For more on how memory algorithms have evolved from SM-2 to modern schedulers, see FSRS vs SM-2: Spaced Repetition Algorithm. And for the neuroscience of how the brain tags information for long-term storage, see Sleep and Memory: The Brain That Stays Awake While You Sleep.

Conclusion
The story of spaced repetition spans 140 years, from Ebbinghaus sitting alone with nonsense syllables in Berlin to a Chinese undergraduate publishing an algorithm at a top machine learning conference. Along the way, a German science journalist built five cardboard boxes, a Polish student coded a formula in Turbo Pascal, an Australian programmer released an open-source app that medical students around the world now depend on, and a Silicon Valley startup built a flashcard platform used by hundreds of millions of people.
The science is not in dispute. Spacing works. Retrieval works. Sleep consolidation works. The meta-analyses are clear. The molecular mechanisms are increasingly well understood. The algorithmic implementations continue to improve.
What remains in dispute is the word "spaced repetition" itself. When Quizlet uses the phrase, it means adaptive within-session ordering based on predicted recall. When Anki or SuperMemo or FSRS-based apps use it, they mean cross-session interval scheduling with per-card state tracking.
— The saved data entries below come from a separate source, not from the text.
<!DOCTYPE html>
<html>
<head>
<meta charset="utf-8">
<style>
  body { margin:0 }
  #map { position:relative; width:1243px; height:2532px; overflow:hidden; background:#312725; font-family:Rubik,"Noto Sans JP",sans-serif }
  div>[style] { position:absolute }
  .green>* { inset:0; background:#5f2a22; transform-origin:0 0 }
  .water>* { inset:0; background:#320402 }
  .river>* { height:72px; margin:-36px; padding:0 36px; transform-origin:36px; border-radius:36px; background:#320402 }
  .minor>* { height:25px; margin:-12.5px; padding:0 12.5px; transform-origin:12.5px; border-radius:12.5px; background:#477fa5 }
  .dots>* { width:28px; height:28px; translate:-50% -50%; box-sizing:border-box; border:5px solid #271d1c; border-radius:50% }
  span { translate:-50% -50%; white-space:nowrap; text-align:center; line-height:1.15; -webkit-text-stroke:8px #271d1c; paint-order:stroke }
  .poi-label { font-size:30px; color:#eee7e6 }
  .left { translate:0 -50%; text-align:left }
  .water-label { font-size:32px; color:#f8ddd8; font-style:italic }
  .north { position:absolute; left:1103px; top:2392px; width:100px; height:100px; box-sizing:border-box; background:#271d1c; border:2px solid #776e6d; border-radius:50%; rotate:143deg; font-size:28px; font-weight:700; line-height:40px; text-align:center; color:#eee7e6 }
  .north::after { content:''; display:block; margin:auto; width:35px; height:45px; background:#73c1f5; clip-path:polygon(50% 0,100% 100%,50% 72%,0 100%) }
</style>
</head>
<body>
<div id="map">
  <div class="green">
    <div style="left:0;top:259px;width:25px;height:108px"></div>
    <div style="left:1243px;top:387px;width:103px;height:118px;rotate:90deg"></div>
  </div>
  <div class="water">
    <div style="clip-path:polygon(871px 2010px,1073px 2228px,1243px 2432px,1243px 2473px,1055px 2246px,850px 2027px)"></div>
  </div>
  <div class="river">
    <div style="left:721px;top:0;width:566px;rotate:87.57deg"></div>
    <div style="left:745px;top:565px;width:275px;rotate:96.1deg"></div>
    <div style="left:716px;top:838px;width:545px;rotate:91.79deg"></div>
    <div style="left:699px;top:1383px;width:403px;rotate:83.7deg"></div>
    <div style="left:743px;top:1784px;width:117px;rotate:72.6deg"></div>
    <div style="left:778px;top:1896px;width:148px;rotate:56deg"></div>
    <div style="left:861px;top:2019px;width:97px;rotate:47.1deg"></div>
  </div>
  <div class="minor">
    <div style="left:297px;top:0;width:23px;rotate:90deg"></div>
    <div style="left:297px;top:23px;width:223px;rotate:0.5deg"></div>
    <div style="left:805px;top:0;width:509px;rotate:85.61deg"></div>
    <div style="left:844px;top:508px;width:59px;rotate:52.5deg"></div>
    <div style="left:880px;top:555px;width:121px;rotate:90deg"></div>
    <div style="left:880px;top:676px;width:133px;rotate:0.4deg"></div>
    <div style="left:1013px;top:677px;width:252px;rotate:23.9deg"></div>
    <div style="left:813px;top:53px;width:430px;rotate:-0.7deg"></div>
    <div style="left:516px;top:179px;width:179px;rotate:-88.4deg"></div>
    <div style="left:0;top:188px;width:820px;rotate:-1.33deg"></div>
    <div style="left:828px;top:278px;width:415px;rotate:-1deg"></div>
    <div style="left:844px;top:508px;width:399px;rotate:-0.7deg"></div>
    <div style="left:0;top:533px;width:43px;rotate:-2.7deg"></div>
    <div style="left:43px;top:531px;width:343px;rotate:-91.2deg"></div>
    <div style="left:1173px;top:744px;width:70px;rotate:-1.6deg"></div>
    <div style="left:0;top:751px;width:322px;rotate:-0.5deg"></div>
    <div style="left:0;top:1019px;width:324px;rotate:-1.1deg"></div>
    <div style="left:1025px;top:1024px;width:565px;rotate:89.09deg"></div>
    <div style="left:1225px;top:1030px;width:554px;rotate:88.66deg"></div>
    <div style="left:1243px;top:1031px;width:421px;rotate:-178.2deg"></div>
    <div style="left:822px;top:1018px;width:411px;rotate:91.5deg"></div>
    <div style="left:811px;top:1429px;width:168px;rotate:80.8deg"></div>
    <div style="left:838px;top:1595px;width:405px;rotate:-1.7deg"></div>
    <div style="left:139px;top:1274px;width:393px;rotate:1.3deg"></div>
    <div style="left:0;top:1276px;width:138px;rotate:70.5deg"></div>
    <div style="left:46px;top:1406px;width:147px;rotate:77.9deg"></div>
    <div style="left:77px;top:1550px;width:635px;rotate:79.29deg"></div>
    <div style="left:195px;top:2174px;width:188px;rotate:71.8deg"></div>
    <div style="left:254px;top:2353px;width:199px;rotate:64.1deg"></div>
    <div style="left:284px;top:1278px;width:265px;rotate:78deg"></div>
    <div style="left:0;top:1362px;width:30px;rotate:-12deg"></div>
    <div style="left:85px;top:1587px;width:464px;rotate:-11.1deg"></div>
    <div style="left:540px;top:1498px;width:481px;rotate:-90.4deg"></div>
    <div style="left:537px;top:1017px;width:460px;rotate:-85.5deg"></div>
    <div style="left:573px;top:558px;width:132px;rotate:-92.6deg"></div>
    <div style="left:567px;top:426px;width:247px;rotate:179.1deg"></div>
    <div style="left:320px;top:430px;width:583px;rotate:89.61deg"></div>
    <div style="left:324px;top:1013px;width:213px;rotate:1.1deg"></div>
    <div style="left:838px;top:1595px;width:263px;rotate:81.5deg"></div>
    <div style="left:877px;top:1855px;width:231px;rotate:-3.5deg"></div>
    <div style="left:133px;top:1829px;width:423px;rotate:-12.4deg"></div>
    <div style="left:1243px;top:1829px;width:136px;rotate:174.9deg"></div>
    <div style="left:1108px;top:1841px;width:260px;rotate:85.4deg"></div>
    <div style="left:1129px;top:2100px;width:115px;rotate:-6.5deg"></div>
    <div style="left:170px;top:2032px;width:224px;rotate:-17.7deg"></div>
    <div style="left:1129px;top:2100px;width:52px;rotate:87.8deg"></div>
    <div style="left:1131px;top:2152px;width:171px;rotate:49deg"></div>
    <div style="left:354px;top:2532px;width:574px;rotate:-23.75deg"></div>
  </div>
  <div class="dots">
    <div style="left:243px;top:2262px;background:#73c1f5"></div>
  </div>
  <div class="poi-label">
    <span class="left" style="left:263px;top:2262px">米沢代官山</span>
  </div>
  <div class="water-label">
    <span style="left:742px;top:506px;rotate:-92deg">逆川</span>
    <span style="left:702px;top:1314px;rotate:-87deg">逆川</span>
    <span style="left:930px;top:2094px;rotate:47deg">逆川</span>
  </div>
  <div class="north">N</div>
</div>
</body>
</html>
Both approaches are grounded in cognitive science. But they solve different problems for different users.
The student who types "Quizlet spaced repetition" into Google deserves to know the difference. Not to be told one tool is "better" and another is "worse." But to understand what each one actually does, so the choice matches the goal. That is what 140 years of memory science has earned: not a single answer, but a more honest question.
Frequently Asked Questions
Does Quizlet use real spaced repetition?
Quizlet's Learn mode uses a machine-learning model that ranks flashcards within a study session by predicted recall probability. It does not schedule per-card review intervals across days or weeks the way traditional spaced repetition systems like SM-2 or FSRS do. Quizlet's paid plans add a Memory Score feature with limited cross-session scheduling.
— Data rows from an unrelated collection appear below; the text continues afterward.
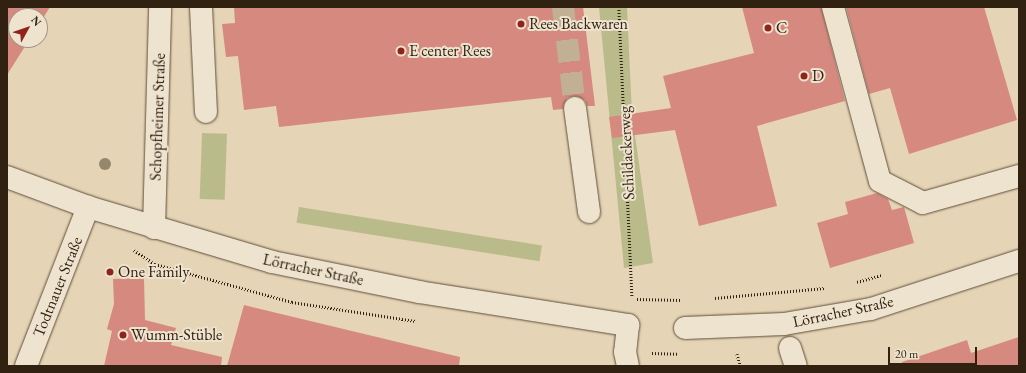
<!DOCTYPE html>
<html>
<head>
<meta charset="utf-8">
<style>
  body { margin:0 }
  #map { position:relative; width:1026px; height:373px; overflow:hidden; background:#e5d4b5; font-family:"EB Garamond",serif }
  div>[style] { position:absolute }
  .green>* { inset:0; background:#b9bc8a; transform-origin:0 0 }
  .building>* { inset:0; background:#d6897f }
  .minor-tunnel>* { height:22px; margin-top:-11px; transform-origin:0; background:repeating-linear-gradient(90deg,#c1b094 0 22px,transparent 0 33px) }
  .path>* { height:2.5px; margin-top:-1.25px; transform-origin:0; background:repeating-linear-gradient(90deg,#312111 0 1px,transparent 0 3px) }
  .roads { filter:drop-shadow(0 0 1px #5e4e3a) drop-shadow(0 0 1px #5e4e3a) }
  .minor>* { height:22px; margin:-11px; padding:0 11px; transform-origin:11px; border-radius:11px; background:#eee3cf }
  .trees>* { width:12px; height:12px; margin:-6px; border-radius:50%; background:#95876b }
  .dots>* { width:11px; height:11px; translate:-50% -50%; box-sizing:border-box; border:2px solid #eee3cf; border-radius:50% }
  span { translate:-50% -50%; white-space:nowrap; text-align:center; line-height:1.15; -webkit-text-stroke:4px #eee3cf; paint-order:stroke }
  .poi-label { font-size:16px; color:#312111 }
  .left { translate:0 -50%; text-align:left }
  .street-label { font-size:16px; color:#312111 }
  .frame { position:absolute; inset:0; border:8px solid #312111; pointer-events:none }
  .north { position:absolute; left:8px; top:8px; width:40px; height:40px; box-sizing:border-box; background:#eee3cf; border:1px solid #a29583; border-radius:50%; rotate:50deg; font-size:11px; font-weight:700; line-height:16px; text-align:center; color:#312111 }
  .north::after { content:''; display:block; margin:auto; width:14px; height:18px; background:#8f2418; clip-path:polygon(50% 0,100% 100%,50% 72%,0 100%) }
  .scale { position:absolute; left:888px; top:347px; width:89px; height:18px; box-sizing:border-box; border:2px solid #312111; border-top:0; padding-left:5px; font-size:12px; line-height:14px; white-space:nowrap; color:#312111; -webkit-text-stroke:3px #eee3cf; paint-order:stroke }
</style>
</head>
<body>
<div id="map">
  <div class="green">
    <i style="clip-path:polygon(599px 7px,627px 7px,632px 114px,653px 263px,624px 268px)"></i>
    <i style="left:202px;top:133px;width:25px;height:66px;rotate:2deg"></i>
    <i style="left:299px;top:207px;width:246px;height:16px;rotate:9deg"></i>
  </div>
  <div class="building">
    <i style="clip-path:polygon(7px 7px,50px 7px,40px 23px,40px 16px,16px 16px,16px 40px,29px 40px,7px 75px)"></i>
    <i style="clip-path:polygon(234px 7px,583px 7px,595px 106px,587px 106px,585px 100px,574px 96px,567px 98px,563px 109px,553px 110px,551px 97px,279px 127px,276px 106px,244px 110px,238px 56px,226px 57px,222px 24px,235px 23px)"></i>
    <i style="clip-path:polygon(742px 7px,821px 7px,845px 101px,757px 126px,777px 206px,699px 226px,675px 130px,612px 138px,609px 117px,671px 108px,663px 76px,754px 53px)"></i>
    <i style="clip-path:polygon(846px 7px,984px 7px,1017px 120px,909px 154px,890px 88px,869px 94px)"></i>
    <i style="clip-path:polygon(877px 193px,888px 199px,892px 210px,904px 207px,914px 243px,830px 268px,817px 223px,848px 214px,845px 202px)"></i>
    <i style="clip-path:polygon(144px 278px,145px 320px,176px 328px,171px 345px,222px 357px,221px 366px,104px 366px,112px 331px,107px 329px,114px 304px,113px 279px)"></i>
    <i style="clip-path:polygon(244px 305px,460px 357px,459px 366px,227px 366px)"></i>
    <i style="clip-path:polygon(1019px 337px,1019px 366px,902px 366px,902px 362px,967px 340px,971px 353px)"></i>
  </div>
  <div class="minor-tunnel">
    <i style="left:563px;top:7px;width:102px;rotate:83.2deg"></i>
  </div>
  <div class="path">
    <i style="left:619px;top:7px;width:291px;rotate:87.4deg"></i>
    <i style="left:134px;top:250px;width:25px;rotate:34deg"></i>
    <i style="left:155px;top:264px;width:142px;rotate:15.5deg"></i>
    <i style="left:292px;top:302px;width:125px;rotate:8.7deg"></i>
    <i style="left:857px;top:282px;width:25px;rotate:-16deg"></i>
    <i style="left:715px;top:298px;width:110px;rotate:-5.2deg"></i>
    <i style="left:637px;top:299px;width:45px;rotate:1.3deg"></i>
    <i style="left:652px;top:353px;width:25px;rotate:2deg"></i>
    <i style="left:737px;top:354px;width:13px;rotate:72deg"></i>
  </div>
  <div class="roads">
    <div class="minor">
      <i style="left:201px;top:7px;width:105px;rotate:87.3deg"></i>
      <i style="left:833px;top:7px;width:180px;rotate:74.9deg"></i>
      <i style="left:880px;top:181px;width:48px;rotate:27.1deg"></i>
      <i style="left:923px;top:203px;width:100px;rotate:-15.7deg"></i>
      <i style="left:575px;top:108px;width:105px;rotate:82.3deg"></i>
      <i style="left:7px;top:177px;width:86px;rotate:20.3deg"></i>
      <i style="left:88px;top:207px;width:192px;rotate:16.6deg"></i>
      <i style="left:272px;top:262px;width:150px;rotate:11.5deg"></i>
      <i style="left:419px;top:292px;width:212px;rotate:9deg"></i>
      <i style="left:628px;top:325px;width:27px;rotate:96deg"></i>
      <i style="left:625px;top:352px;width:14px;rotate:78deg"></i>
      <i style="left:154px;top:228px;width:221px;rotate:-88.4deg"></i>
      <i style="left:685px;top:328px;width:99px;rotate:-2.3deg"></i>
      <i style="left:784px;top:324px;width:88px;rotate:-9.8deg"></i>
      <i style="left:871px;top:309px;width:156px;rotate:-18deg"></i>
      <i style="left:790px;top:348px;width:19px;rotate:72deg"></i>
      <i style="left:26px;top:366px;width:171px;rotate:-68.7deg"></i>
    </div>
  </div>
  <div class="trees">
    <i style="left:105px;top:164px"></i>
  </div>
  <div class="dots">
    <i style="left:521px;top:24px;background:#8f2418"></i>
    <i style="left:768px;top:28px;background:#8f2418"></i>
    <i style="left:401px;top:51px;background:#8f2418"></i>
    <i style="left:804px;top:76px;background:#8f2418"></i>
    <i style="left:110px;top:272px;background:#8f2418"></i>
    <i style="left:123px;top:335px;background:#8f2418"></i>
  </div>
  <div class="poi-label">
    <span class="left" style="left:529px;top:24px">Rees Backwaren</span>
    <span class="left" style="left:776px;top:28px">C</span>
    <span class="left" style="left:409px;top:51px">E center Rees</span>
    <span class="left" style="left:812px;top:76px">D</span>
    <span class="left" style="left:118px;top:272px">One Family</span>
    <span class="left" style="left:131px;top:335px">Wumm-Stüble</span>
  </div>
  <div class="street-label">
    <span style="left:158px;top:117px;rotate:-88deg">Schopfheimer Straße</span>
    <span style="left:627px;top:153px;rotate:-93deg">Schildackerweg</span>
    <span style="left:313px;top:270px;rotate:12deg">Lörracher Straße</span>
    <span style="left:58px;top:287px;rotate:-68deg">Todtnauer Straße</span>
    <span style="left:843px;top:312px;rotate:-12deg">Lörracher Straße</span>
  </div>
  <div class="frame"></div>
  <div class="north">N</div>
  <div class="scale">20 m</div>
</div>
</body>
</html>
What is the difference between SM-2 and FSRS?
SM-2, created in 1987, uses a single easiness factor per card to compute review intervals. FSRS, developed from 2022 onward, models three variables per card (difficulty, stability, retrievability) and fits parameters to individual review histories. Benchmarks show FSRS predicts recall more accurately than SM-2 in over 99 percent of tested collections.
How does sleep affect spaced repetition?
During slow-wave sleep, the brain replays recently learned information via synchronized slow oscillations, sleep spindles, and sharp-wave ripples. This transfers memories from the hippocampus to the neocortex for long-term storage. Spacing reviews across sleep cycles gives this consolidation process time to work, which cramming does not.
Is spaced repetition effective for medical students?
A 2026 meta-analysis pooling 21,415 medical learners across 14 studies found a standardized mean difference of 0.78 in favor of spaced repetition over standard study methods. That is considered a large effect in educational research. Multiple studies show medical students using spaced repetition apps score 6 to 11 percent higher on standardized exams.
Who invented the first spaced repetition algorithm?
Piotr Wozniak, a Polish university student, created SM-2 in December 1987. It was the first computer algorithm to automatically schedule flashcard reviews based on individual performance. SM-2 remained the default algorithm in Anki, the most widely used open-source flashcard app, until FSRS replaced it in November 2023.